一國元首在本國領土活動,本不應受到他國的干擾, 但去年馬總統規畫太平島之行時,就遭到美國大力阻撓, 迫使馬總統未能成行。美國反對的理由是「敏感時刻釋放錯誤訊息、 對南海紛爭的和平解決沒有貢獻」。
南海問題非常複雜,越南、菲律賓等多國均聲稱擁有主權, 大陸因而加緊建設南海島礁,美國也在重返亞洲戰略指導下, 擴大在南海區域的軍事動能, 台灣在其中反而是最沒有存在感的一員。 近來隨著美中兩強權軍事抗衡增溫,緊張局勢不斷升高, 美國拉攏周邊國家加入同盟力度也不斷加大, 不僅菲律賓完全選邊站,日本也有擴大參與之勢, 甚至中國大陸意識形態盟友越南也跟美國眉來眼去,態度曖昧。 顯然,越南正引入美國勢力來制衡大陸, 戰略大局逼迫台灣面臨愈來愈緊迫的選邊壓力。
夾雜在大國角力中,台灣角色尷尬,一方面, 太平島主權屬於中華民國,依據《憲法》 南海屬於我國傳統疆界範圍,二方面美國是台灣安全最大戰略保證, 台灣承受不起跟美國齟齬的代價,而隨著兩岸關係的改善, 台灣也不想輕易跟大陸對抗,更何況在南海問題上, 兩岸雖然沒有合作,但主張重疊, 某種程度上馬政府跟大陸方面存在著高度默契, 在實質上隱含著戰略的互相支援, 只是沒有明確表態和形諸於外的行動而已。
這是台灣在南海問題上的尷尬,主權屬於我國,但美國強力介入, 大陸也以積極行動維護主權, 台灣既要維護主權卻不能得罪任何一方, 否則都會讓自己陷入緊張境地。但問題在於, 如果台灣繼續在南海爭議中被邊緣化, 那麼未來台灣在太平島的主權維護乃至整個南海議題的話語權, 都將漸漸被他國所排擠, 這無疑對台灣的安全和主權尊嚴都極為不利。在緊張的國際環境下, 馬總統赴太平島為主權發聲,更顯彌足珍貴,應該給予掌聲。

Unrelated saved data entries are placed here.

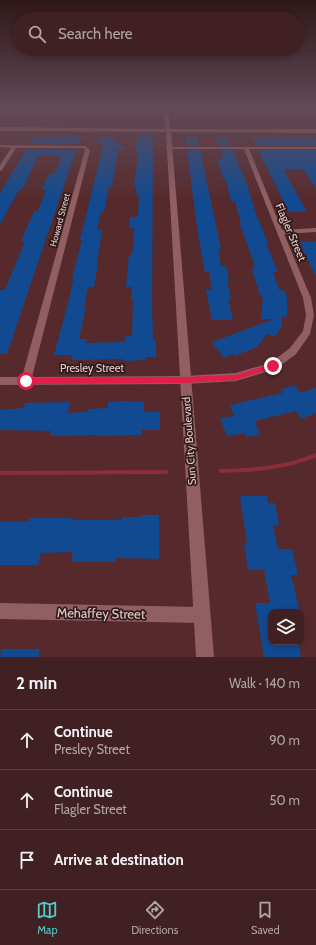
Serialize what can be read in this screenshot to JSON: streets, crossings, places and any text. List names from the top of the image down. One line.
{"streets":{"street":["Howard Street","Flagler Street","Presley Street","Sun City Boulevard","Mehaffey Street"]},"crossings":[["Howard Street","Presley Street"],["Flagler Street","Presley Street"],["Flagler Street","Sun City Boulevard"],["Presley Street","Sun City Boulevard"],["Sun City Boulevard","Mehaffey Street"]],"page":{"search":"Search here","heading":["2 min","Walk · 140 m"],"list":[["Continue","Presley Street","90 m"],["Continue","Flagler Street","50 m"],"Arrive at destination"],"nav":["Map","Directions","Saved"]}}
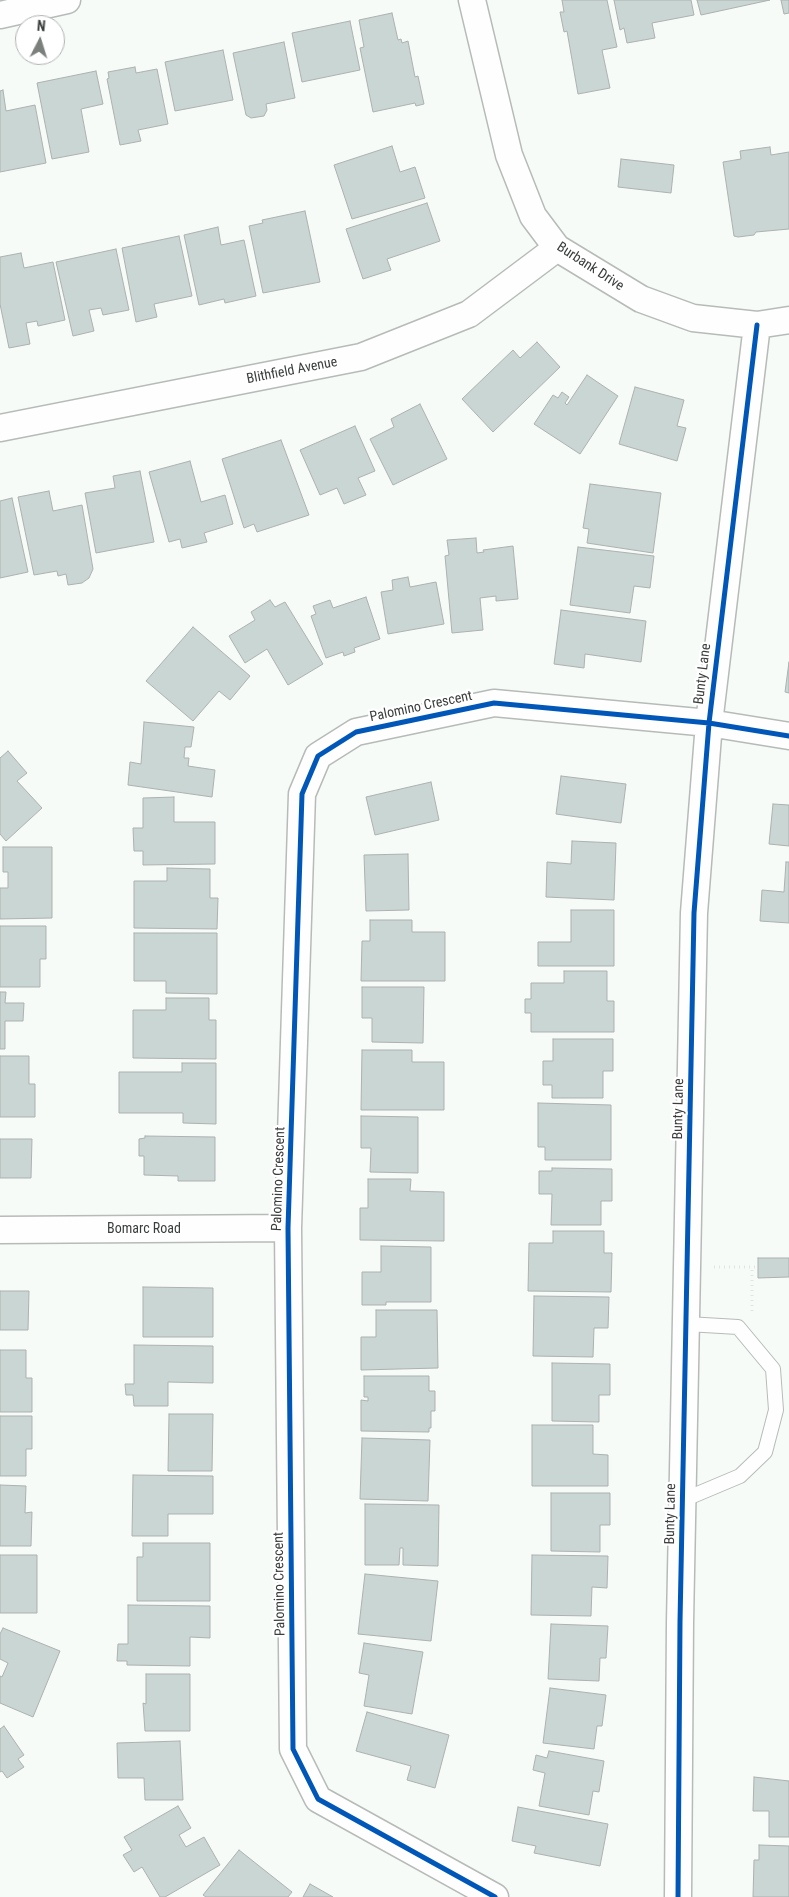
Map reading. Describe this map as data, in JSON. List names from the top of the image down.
{
  "streets": {
    "street": [
      "Burbank Drive",
      "Blithfield Avenue",
      "Bunty Lane",
      "Palomino Crescent",
      "Bomarc Road"
    ]
  },
  "crossings": [
    ["Burbank Drive", "Blithfield Avenue"],
    ["Burbank Drive", "Bunty Lane"],
    ["Bunty Lane", "Palomino Crescent"],
    ["Palomino Crescent", "Bomarc Road"]
  ],
  "north": "top"
}
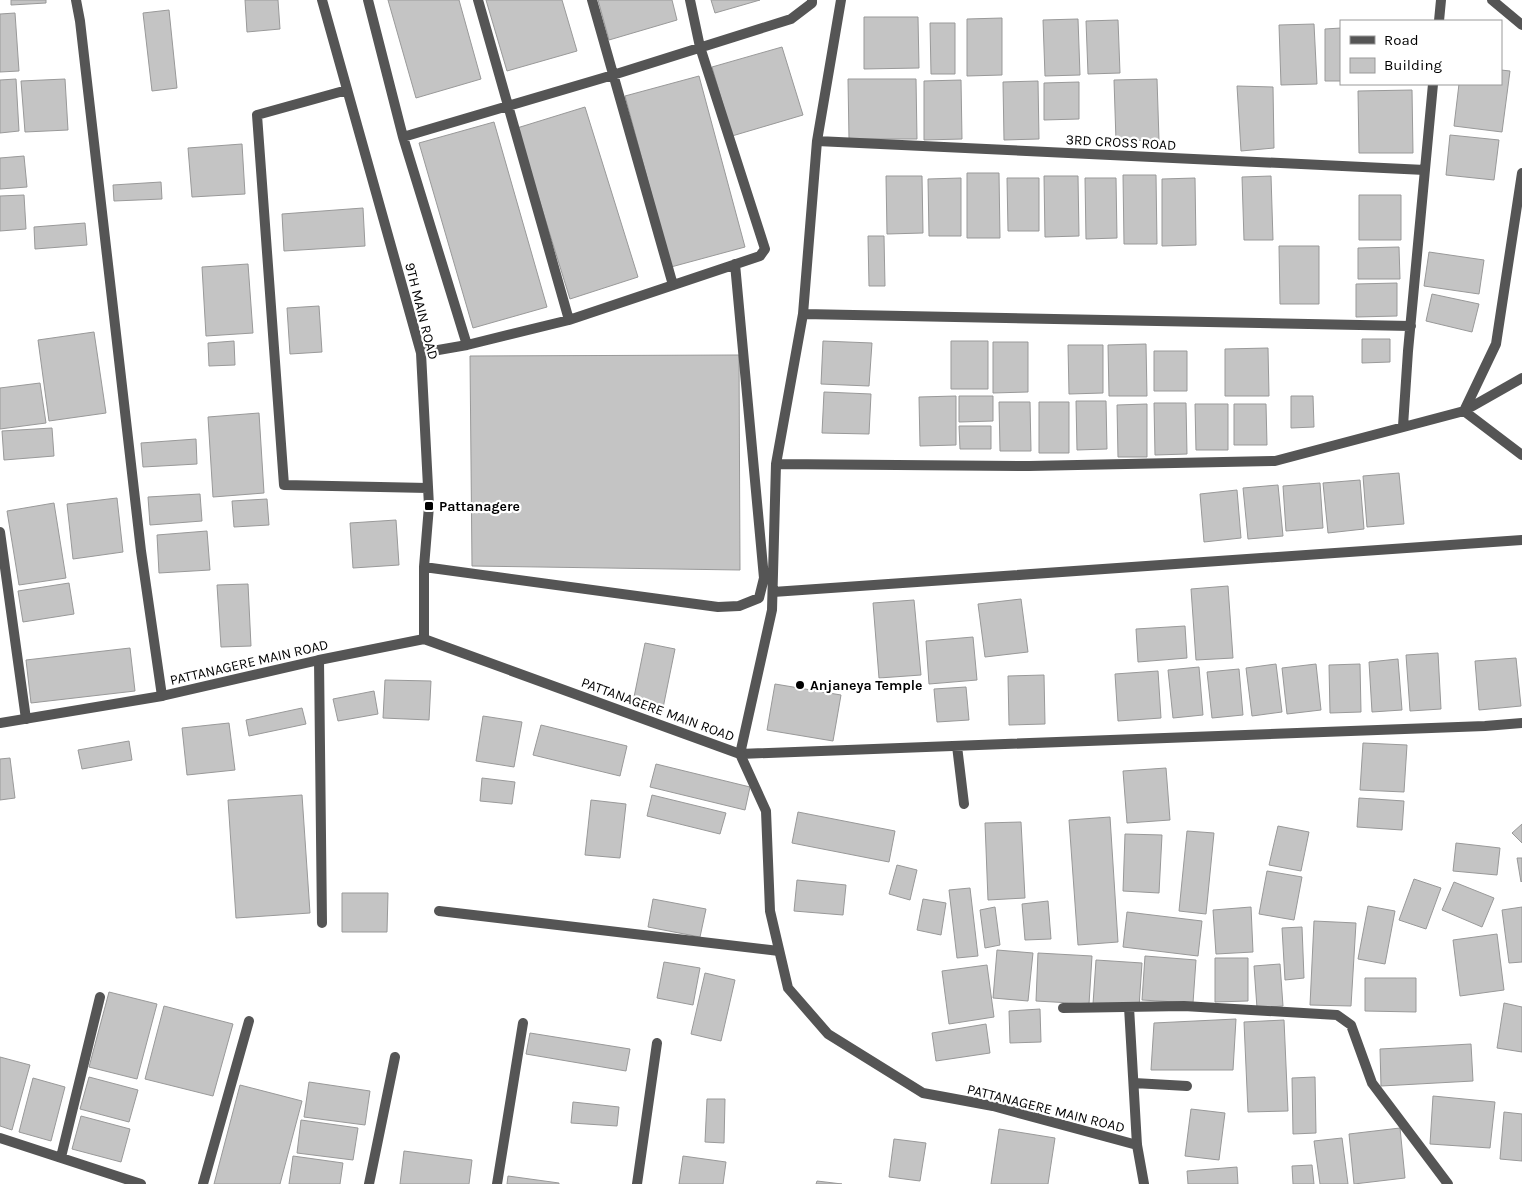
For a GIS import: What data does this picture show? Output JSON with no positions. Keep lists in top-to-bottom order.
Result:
{
  "streets": {
    "street": ["3RD CROSS ROAD", "9TH MAIN ROAD", "PATTANAGERE MAIN ROAD"]
  },
  "crossings": [
    ["9TH MAIN ROAD", "PATTANAGERE MAIN ROAD"]
  ],
  "places": {
    "transit": ["Pattanagere"],
    "other": ["Anjaneya Temple"]
  },
  "legend": ["Road", "Building"]
}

事實上,太平島的潛在危機已經益發凸顯。 去年菲律賓向聯合國常設仲裁法庭提交15項訴求, 其中包括裁定太平島只是礁岩而不是島嶼, 去年底這一訴求得到仲裁法庭的認可。按照這一裁定, 太平島將被認定為礁岩,而根據《聯合國海洋法公約》第121條第 三款的規定,不能維持人類居住或其本身的經濟活動的礁岩, 不應有專屬經濟區,這就意味著台灣將失去太平島周邊200浬的專 屬經濟區,更可能進一步失去十一段線的海洋主權。
為此,外交部罕見地決定發表聲明表達反對意見, 馬總統也決心親赴太平島宣示主權。 去年馬總統還在臉書上秀出來自太平島的蔬菜便當, 宣示島上不僅可以有淡水,而且可以種植蔬菜水果, 可以進行充分的人類活動,完全符合海洋法公約的規定。
但僅進行宣傳行動還遠遠不夠, 在南海爭端中最仰賴的還是實力原則, 台灣在這方面也只能依靠自己加強軍備, 無法奢望周邊國家的善意和美國的調停。令人寒心的是, 台灣內部仍然充滿冷嘲熱諷, 卻絲毫不考慮台灣身處夾縫中的困難處境。或許民進黨認為, 只需要配合美國的戰略行動就可以維護自身的安全, 至於南海問題本就不是台灣的當務之急,這無疑是大錯特錯。
就兩岸關係而言,新政府對太平島與南海問題態度必須慎重。 蔡英文或許無法理解,為何大陸可以跟國民黨累積互信, 這並非國民黨不斷宣示九二共識那麼簡單,長期以來, 馬總統雖然沒配合大陸的南海行動, 但也從未棄守大陸九段線主張的最重要依據── 中華民國的十一段線主張,這在另一個層面是對大陸的戰略支援。 如果蔡英文不能理解其中的奧妙,而對馬總統的平衡舉動不加借鑑, 恐怕未來要承受這種無知的苦果。